Il corpo lontano dal traliccio
L’ipotesi che Viviana si sia suicidata lanciandosi dal traliccio sarebbe confermata dal fatto che il corpo è stato trovato a più di due metri di distanza e non sotto il pilone come sarebbe accaduto in caso di una caduta accidentale. Il corpo era a pancia in giù.
“Viviana mai avrebbe fatto del male a suo figlio”, ripetono però i parenti della mamma di Caronia. Escludono il duplice gesto estremo di uccidere il piccolo Gioele per poi togliersi la vita.
La ricostruzione della difesa
A suffragare la loro ricostruzione, secondo gli avvocati Pietro Venuti (ascolta l’intervista del legale) e Claudio Mondello (ecco la sua ricostruzione), ci sarebbe la distanza fra il luogo dove è stato rinvenuto il corpo della donna e quello in cui c’erano i resti del bimbo.
I legali due sere fa hanno fatto un sopralluogo nel bosco che si trova a poca distanza dall’autostrada Palermo-Messina.
L’ipotesi tracciate dagli investigatori sulla base dei dati raccolti dai periti è che, dopo l’incidente in galleria, Viviana abbia ucciso il figlio. Quindi avrebbe continuato a camminare ne bosco. Per quanto tempo? Il traliccio sotto il quale è stato trovato il corpo della donna si trova a circa 700 metri in linea d’aria dal luogo dove c’erano i resti del povero Gioele. Una distanza che, se percorsa a piedi, diventa più di un chilometro.
Perché camminare tanto se si è deciso di togliersi la vita? Ed è per trovare una risposta che due sere fa, a poche ore dal rinvenimento dei resti del bimbo, i legali sono tornati nel bosco.
Di contro, gli investigatori ritengono plausibile che Viviana, non avendo incontrato un dirupo da cui buttarsi, in preda al panico e frastornata, si sarebbe infine lanciata dal traliccio procurandosi le fratture mortali.
No, dicono i familiari, Viviana mai avrebbe fatto del male al figlio. Potrebbe averlo perso di vista semmai e salire sul pilone era l’unico modo per avere una visuale più ampia sul bosco nel disperato tentativo di individuarlo. Infine sarebbe accidentalmente precipitata. È una ricostruzione che non viene scartata neppure dal procuratore Angelo Cavallo. Come non si può escludere che sia arrampicata per sfuggire all’aggressione degli animali.

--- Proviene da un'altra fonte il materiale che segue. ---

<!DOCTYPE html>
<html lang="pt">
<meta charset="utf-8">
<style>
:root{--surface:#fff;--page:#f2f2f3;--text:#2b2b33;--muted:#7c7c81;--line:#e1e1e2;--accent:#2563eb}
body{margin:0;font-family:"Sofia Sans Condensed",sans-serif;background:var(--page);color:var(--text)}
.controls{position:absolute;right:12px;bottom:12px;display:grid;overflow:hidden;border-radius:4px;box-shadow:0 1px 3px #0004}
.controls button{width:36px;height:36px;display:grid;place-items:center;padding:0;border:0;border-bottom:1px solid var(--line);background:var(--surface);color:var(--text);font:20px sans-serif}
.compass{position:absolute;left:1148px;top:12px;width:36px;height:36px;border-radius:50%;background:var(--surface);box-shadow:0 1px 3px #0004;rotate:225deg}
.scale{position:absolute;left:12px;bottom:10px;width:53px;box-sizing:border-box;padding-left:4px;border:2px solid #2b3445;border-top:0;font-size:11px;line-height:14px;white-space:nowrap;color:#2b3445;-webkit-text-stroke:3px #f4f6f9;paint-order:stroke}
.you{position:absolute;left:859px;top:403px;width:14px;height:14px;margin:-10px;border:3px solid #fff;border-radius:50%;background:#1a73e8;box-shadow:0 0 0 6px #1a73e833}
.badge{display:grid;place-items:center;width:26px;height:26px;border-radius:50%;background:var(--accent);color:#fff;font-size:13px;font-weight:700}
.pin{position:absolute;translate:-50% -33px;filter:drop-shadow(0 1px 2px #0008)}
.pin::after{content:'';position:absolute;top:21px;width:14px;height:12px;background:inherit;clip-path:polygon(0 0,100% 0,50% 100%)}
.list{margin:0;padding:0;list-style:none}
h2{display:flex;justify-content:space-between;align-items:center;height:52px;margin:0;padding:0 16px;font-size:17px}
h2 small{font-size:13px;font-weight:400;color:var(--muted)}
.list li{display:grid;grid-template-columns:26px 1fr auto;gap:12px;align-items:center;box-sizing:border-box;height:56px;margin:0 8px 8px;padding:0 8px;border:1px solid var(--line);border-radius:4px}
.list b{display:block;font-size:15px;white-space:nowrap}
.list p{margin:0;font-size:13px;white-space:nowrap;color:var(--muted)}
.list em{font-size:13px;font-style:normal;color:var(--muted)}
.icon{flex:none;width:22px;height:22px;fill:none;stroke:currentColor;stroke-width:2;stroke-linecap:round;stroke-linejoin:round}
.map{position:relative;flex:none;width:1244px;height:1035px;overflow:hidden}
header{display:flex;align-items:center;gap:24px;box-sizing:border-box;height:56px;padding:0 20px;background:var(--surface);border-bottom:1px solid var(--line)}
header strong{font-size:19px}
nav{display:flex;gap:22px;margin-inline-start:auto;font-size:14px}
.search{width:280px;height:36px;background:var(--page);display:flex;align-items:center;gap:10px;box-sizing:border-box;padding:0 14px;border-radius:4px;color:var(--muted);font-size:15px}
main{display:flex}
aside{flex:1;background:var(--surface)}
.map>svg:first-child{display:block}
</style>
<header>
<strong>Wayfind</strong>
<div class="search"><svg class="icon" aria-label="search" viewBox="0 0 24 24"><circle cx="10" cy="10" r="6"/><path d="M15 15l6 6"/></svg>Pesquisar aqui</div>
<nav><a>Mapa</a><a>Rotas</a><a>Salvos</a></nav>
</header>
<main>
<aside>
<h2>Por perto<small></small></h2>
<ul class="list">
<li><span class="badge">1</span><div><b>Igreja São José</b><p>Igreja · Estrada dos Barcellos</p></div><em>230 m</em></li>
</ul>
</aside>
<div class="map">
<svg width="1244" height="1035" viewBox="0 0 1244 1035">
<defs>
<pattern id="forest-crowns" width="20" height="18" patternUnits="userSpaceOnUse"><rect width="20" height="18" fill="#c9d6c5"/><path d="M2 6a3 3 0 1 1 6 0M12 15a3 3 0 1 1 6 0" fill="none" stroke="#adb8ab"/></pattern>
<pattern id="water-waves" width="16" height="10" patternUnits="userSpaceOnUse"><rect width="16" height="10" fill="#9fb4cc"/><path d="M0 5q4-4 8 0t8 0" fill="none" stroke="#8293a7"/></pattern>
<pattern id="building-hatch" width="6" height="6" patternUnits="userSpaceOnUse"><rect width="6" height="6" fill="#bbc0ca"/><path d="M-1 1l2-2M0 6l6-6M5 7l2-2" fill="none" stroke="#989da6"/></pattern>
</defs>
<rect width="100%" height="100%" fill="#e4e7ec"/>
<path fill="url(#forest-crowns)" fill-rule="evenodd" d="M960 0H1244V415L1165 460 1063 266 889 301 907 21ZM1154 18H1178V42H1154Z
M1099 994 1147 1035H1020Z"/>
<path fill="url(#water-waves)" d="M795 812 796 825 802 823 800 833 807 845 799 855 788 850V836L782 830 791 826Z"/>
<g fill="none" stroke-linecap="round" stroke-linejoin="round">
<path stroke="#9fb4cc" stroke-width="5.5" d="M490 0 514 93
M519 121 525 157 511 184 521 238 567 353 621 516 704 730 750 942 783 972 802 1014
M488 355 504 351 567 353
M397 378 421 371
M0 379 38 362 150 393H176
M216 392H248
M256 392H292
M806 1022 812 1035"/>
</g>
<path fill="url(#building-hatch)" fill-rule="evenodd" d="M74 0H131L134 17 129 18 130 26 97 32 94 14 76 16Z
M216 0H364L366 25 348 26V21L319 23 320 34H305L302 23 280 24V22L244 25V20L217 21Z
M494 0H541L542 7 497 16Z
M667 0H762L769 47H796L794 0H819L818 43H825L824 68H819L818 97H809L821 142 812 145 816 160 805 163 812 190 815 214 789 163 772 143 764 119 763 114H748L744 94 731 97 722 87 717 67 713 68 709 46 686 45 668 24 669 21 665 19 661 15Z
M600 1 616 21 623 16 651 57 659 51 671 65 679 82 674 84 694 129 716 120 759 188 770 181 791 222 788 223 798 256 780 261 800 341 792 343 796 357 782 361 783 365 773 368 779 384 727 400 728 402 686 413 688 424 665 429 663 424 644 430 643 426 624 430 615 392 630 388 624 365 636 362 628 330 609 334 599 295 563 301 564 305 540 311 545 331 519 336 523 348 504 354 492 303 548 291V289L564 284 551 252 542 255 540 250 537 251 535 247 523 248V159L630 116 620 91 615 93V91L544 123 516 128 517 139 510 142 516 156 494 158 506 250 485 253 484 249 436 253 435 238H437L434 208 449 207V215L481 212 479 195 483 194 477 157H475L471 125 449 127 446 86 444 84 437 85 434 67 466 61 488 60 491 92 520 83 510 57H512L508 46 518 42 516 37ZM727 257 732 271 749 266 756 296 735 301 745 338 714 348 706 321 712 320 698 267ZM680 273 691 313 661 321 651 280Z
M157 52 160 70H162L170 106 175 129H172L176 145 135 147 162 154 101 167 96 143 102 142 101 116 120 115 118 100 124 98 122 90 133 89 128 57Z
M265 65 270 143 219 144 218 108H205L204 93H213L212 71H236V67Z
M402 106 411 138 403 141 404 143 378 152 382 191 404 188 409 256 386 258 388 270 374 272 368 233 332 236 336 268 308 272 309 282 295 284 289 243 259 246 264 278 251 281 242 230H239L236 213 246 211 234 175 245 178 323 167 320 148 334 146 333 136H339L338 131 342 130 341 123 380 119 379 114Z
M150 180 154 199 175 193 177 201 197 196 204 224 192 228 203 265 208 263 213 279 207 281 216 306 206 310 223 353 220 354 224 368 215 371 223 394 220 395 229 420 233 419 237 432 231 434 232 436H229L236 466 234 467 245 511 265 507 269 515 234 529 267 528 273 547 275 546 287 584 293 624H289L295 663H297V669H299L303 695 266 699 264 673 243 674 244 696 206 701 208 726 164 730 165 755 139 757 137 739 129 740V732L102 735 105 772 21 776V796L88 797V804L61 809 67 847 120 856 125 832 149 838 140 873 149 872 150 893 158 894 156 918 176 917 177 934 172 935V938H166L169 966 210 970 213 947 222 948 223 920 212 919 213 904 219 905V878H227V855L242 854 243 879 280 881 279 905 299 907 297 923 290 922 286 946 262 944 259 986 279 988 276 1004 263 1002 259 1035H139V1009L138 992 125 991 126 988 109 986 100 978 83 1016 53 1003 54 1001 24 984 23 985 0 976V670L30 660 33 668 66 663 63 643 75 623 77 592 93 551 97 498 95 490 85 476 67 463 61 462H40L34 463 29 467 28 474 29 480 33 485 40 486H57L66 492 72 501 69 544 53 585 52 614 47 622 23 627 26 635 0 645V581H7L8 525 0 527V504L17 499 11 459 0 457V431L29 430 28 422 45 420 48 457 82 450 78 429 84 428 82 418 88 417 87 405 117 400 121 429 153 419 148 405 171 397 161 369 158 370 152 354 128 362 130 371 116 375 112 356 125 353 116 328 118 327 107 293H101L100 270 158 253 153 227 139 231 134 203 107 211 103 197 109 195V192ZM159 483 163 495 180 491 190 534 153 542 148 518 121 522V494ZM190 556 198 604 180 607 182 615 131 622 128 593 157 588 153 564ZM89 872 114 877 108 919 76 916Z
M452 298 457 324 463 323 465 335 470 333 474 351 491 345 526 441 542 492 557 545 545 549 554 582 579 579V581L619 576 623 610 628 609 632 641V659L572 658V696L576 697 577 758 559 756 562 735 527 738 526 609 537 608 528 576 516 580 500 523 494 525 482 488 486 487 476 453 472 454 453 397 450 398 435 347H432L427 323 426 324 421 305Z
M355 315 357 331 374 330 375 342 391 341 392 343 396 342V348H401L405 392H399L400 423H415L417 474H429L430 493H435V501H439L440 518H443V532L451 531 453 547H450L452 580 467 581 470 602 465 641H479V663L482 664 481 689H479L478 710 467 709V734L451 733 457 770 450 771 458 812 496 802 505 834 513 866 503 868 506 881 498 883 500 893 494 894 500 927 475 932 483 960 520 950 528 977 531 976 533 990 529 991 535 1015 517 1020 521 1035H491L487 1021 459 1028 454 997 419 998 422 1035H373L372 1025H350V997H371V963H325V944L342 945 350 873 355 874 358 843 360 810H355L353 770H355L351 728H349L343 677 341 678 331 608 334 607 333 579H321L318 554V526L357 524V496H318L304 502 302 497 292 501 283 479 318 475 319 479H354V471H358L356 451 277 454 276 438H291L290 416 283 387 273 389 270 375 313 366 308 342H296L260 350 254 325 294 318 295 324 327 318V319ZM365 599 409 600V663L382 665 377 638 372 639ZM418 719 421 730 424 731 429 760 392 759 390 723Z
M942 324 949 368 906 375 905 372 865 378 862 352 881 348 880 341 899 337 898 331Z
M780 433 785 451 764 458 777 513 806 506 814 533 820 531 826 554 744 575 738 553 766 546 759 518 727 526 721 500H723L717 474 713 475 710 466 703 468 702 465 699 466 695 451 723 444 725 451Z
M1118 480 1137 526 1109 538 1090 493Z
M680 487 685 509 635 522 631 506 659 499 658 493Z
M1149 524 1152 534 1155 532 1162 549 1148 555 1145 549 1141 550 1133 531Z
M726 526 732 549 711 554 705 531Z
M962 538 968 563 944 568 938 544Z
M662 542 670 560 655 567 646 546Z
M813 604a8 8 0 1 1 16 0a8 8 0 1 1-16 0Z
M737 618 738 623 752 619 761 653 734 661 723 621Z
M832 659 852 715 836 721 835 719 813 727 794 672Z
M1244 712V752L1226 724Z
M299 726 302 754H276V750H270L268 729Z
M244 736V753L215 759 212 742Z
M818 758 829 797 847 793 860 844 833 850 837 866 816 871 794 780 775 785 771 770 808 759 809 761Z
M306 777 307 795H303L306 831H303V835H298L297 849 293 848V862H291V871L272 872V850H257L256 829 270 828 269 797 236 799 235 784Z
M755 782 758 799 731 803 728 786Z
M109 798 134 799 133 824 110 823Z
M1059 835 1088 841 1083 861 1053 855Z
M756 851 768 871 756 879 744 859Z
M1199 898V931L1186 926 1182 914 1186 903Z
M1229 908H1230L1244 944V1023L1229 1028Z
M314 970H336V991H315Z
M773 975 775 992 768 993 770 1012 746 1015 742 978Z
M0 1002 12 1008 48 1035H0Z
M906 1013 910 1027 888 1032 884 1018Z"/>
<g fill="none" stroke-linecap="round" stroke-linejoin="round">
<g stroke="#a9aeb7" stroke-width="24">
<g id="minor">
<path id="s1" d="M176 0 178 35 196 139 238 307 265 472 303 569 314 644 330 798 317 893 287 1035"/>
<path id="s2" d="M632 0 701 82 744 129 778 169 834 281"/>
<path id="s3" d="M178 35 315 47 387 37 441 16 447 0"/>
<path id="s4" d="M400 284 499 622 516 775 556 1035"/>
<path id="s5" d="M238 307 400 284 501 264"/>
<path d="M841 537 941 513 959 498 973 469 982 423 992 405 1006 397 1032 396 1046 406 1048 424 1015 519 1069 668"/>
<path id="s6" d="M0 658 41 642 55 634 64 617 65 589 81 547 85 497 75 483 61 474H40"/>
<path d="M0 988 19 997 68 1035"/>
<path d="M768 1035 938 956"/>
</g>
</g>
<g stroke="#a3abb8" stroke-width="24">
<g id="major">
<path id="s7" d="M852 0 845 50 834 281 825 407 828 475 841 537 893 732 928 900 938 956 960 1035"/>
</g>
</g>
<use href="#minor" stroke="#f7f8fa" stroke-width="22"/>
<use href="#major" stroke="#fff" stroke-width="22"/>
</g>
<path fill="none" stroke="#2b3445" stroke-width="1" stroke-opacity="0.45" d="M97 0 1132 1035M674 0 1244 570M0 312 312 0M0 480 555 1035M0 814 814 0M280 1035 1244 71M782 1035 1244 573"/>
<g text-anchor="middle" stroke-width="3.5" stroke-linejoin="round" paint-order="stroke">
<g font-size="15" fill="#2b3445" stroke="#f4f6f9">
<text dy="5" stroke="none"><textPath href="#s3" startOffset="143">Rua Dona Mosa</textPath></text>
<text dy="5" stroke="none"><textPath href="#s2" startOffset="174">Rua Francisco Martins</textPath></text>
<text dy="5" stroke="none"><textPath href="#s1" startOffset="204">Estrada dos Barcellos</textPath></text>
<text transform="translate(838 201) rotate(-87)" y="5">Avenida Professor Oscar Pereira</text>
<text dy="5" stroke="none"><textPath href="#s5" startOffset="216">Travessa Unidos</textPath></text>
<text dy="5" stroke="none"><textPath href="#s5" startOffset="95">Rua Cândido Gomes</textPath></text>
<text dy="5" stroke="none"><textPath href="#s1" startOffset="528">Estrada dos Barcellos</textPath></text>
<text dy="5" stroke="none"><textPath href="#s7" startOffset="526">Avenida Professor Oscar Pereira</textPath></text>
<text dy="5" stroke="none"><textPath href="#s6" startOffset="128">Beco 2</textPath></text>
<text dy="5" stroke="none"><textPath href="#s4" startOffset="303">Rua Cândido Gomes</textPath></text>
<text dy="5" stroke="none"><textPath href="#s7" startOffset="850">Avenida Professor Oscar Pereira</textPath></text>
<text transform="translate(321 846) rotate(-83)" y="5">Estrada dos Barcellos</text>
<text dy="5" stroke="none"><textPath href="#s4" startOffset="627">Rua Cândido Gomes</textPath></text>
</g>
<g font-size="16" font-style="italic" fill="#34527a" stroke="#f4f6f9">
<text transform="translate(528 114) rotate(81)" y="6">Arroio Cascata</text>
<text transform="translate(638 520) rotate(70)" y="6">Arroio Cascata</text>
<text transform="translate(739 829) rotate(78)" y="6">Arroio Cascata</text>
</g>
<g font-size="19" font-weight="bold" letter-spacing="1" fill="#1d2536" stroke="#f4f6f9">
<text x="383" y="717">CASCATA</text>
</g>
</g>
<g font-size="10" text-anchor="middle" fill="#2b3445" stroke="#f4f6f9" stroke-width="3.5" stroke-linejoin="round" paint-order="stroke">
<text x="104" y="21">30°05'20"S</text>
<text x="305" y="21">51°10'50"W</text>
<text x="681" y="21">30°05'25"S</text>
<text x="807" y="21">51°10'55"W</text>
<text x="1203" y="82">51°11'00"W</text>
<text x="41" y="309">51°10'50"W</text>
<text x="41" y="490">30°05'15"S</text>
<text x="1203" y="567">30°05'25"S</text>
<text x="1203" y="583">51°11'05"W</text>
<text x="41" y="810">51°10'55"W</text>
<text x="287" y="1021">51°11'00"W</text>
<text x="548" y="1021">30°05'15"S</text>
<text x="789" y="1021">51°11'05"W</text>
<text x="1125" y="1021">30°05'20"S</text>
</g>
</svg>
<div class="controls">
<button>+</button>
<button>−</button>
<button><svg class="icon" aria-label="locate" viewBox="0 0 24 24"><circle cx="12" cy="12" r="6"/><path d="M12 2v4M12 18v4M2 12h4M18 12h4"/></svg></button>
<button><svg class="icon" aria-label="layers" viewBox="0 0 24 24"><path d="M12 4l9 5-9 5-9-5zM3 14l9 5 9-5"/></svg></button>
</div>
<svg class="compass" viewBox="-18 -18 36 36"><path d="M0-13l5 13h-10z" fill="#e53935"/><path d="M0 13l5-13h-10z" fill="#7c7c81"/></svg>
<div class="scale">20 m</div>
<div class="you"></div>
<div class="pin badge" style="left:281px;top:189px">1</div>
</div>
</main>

Sono tutte ricostruzioni plausibili, nelle quali va tenuto conto di un fattore decisivo: lo stato confusionale in cui doveva trovarsi la povera Viviana in quei minuti. E qui si apre un altro capitolo investigativo: la donna non stava bene, soffriva di paranoie e attravresava una profonda crisi mistica.
I certificati medici
Lo scorso marzo erano stati i medici dell’ospedale di Barcellona Pozzo di Gotto (in quei giorni riconvertito in ospedale Covid) a certificare le sue precarie condizioni psichiche. A fine giugno Viviana avrebbe tentato il suicidio ed era stata accompagnata al Policlinico di Messina. I documenti sanitari erano nella Opel Corsa rimasta coinvolta nell’incidente.
La Procura adesso vuole capire come mai la donna nonostante il suo stato di salute avesse continuato a prendersi cura di Gioele. La mattina del 3 agosto si è allontanata da casa. Con quali propositi? Fuggire lasciando a casa il telefonino per evitare di essere rintracciata e localizzata oppure voleva togliersi la vita? L’incidente in galleria ha cambiato i suoi progetti ed è finita nel bosco dove madre e figlio sono stati trovati morti.